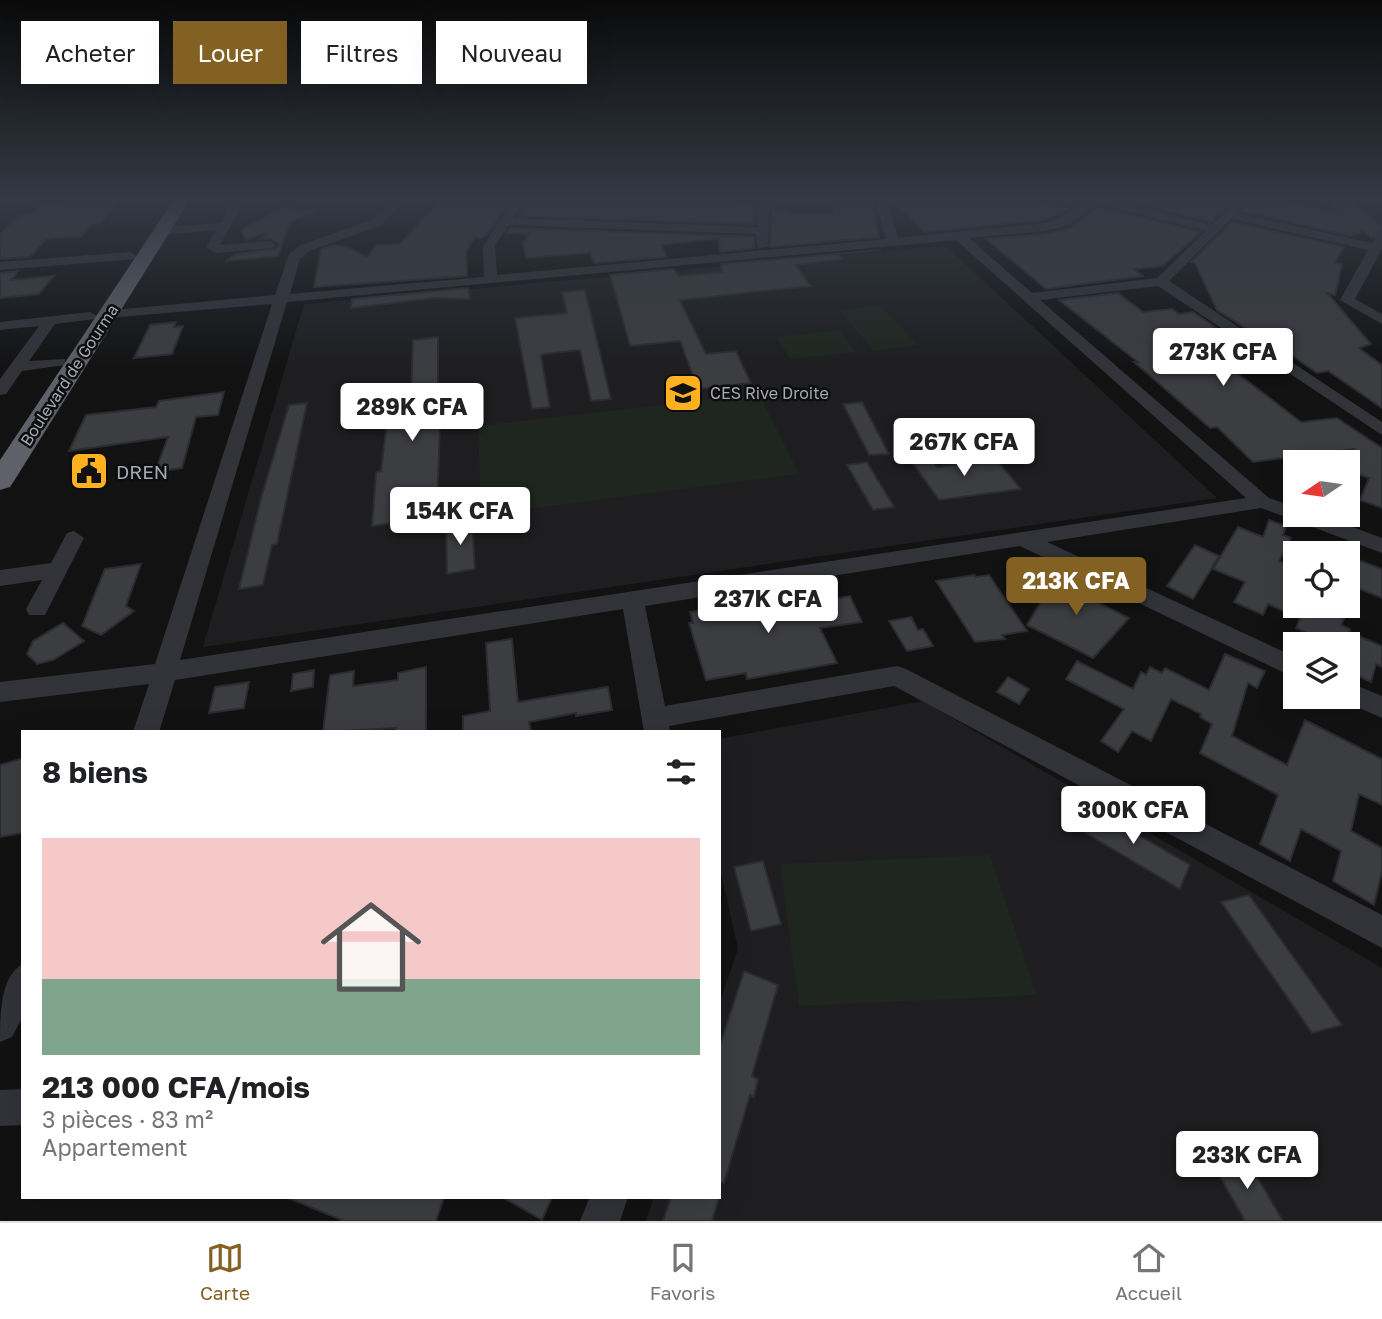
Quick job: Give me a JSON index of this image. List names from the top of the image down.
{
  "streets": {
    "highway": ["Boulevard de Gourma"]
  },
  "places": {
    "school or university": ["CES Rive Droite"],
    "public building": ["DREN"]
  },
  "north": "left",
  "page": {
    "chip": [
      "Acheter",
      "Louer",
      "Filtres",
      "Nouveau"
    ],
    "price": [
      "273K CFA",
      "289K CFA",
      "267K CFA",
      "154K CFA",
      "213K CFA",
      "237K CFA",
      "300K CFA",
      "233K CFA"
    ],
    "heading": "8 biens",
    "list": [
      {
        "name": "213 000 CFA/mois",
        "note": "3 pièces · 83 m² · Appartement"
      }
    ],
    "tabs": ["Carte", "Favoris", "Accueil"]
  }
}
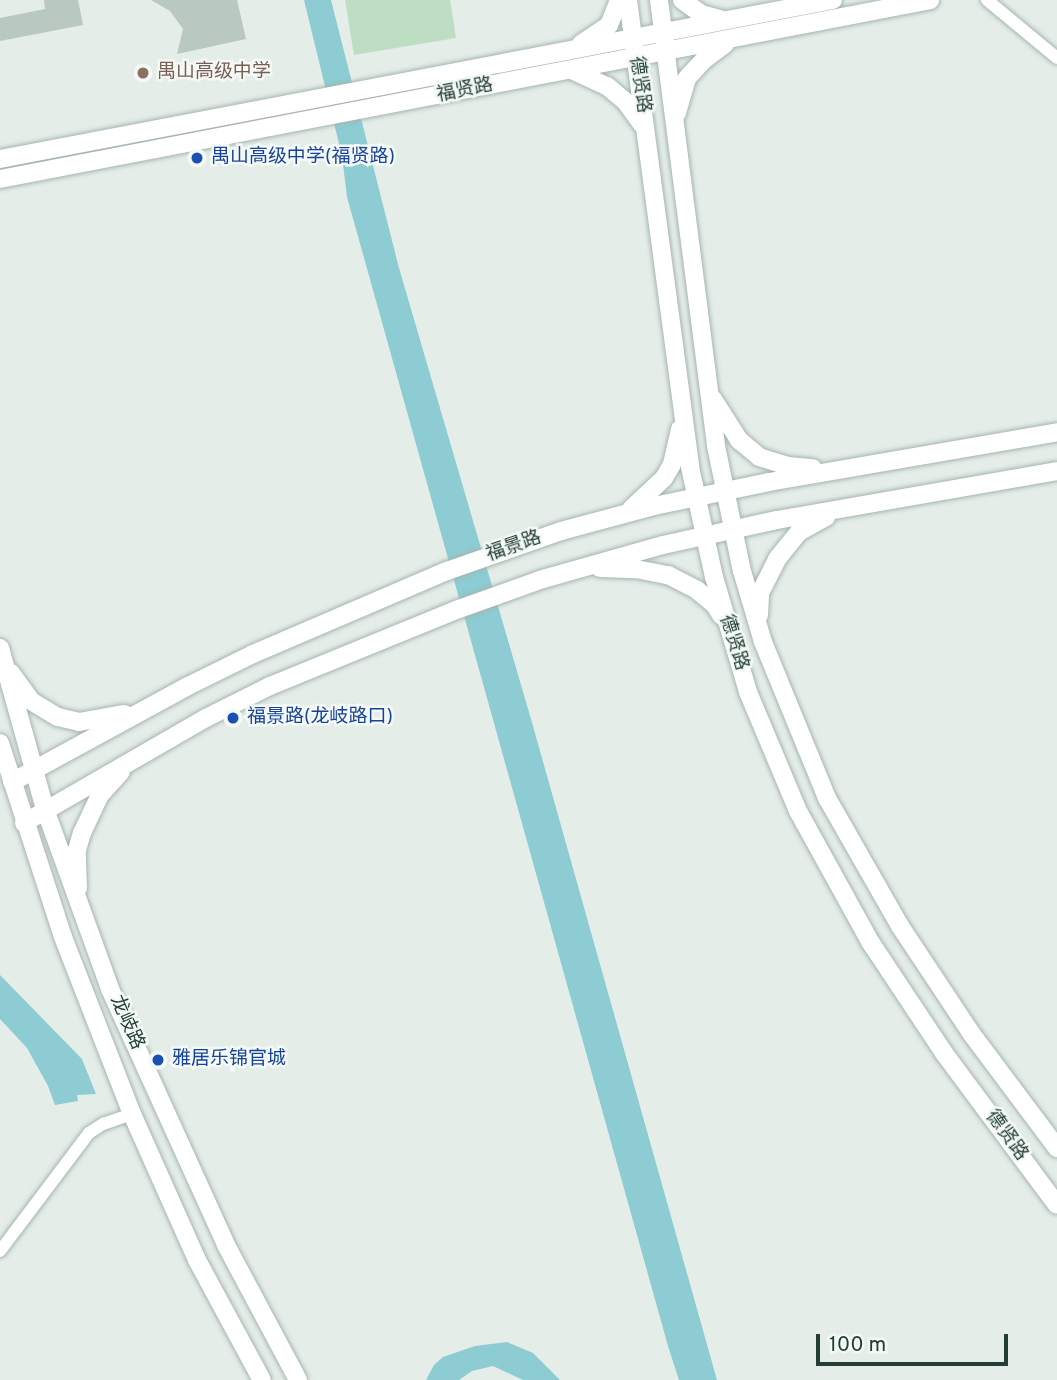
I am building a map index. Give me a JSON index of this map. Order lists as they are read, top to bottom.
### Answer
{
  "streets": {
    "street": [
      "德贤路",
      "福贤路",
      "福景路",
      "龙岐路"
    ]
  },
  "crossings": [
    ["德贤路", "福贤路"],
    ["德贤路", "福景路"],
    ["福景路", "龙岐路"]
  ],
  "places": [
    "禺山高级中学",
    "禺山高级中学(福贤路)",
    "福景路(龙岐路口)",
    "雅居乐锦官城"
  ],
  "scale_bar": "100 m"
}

◆ ◆ ◆

_WORK ORDER_
A word-for-word copy of every entry, with the pictures left out, is the required answer.

_RESPONSE TO THIS TASK_
Quick job: Give me a JSON index of this image. List names from the top of the image down.
{
  "streets": {
    "highway": ["Boulevard de Gourma"]
  },
  "places": {
    "school or university": ["CES Rive Droite"],
    "public building": ["DREN"]
  },
  "north": "left",
  "page": {
    "chip": [
      "Acheter",
      "Louer",
      "Filtres",
      "Nouveau"
    ],
    "price": [
      "273K CFA",
      "289K CFA",
      "267K CFA",
      "154K CFA",
      "213K CFA",
      "237K CFA",
      "300K CFA",
      "233K CFA"
    ],
    "heading": "8 biens",
    "list": [
      {
        "name": "213 000 CFA/mois",
        "note": "3 pièces · 83 m² · Appartement"
      }
    ],
    "tabs": ["Carte", "Favoris", "Accueil"]
  }
}
I am building a map index. Give me a JSON index of this map. Order lists as they are read, top to bottom.
### Answer
{
  "streets": {
    "street": [
      "德贤路",
      "福贤路",
      "福景路",
      "龙岐路"
    ]
  },
  "crossings": [
    ["德贤路", "福贤路"],
    ["德贤路", "福景路"],
    ["福景路", "龙岐路"]
  ],
  "places": [
    "禺山高级中学",
    "禺山高级中学(福贤路)",
    "福景路(龙岐路口)",
    "雅居乐锦官城"
  ],
  "scale_bar": "100 m"
}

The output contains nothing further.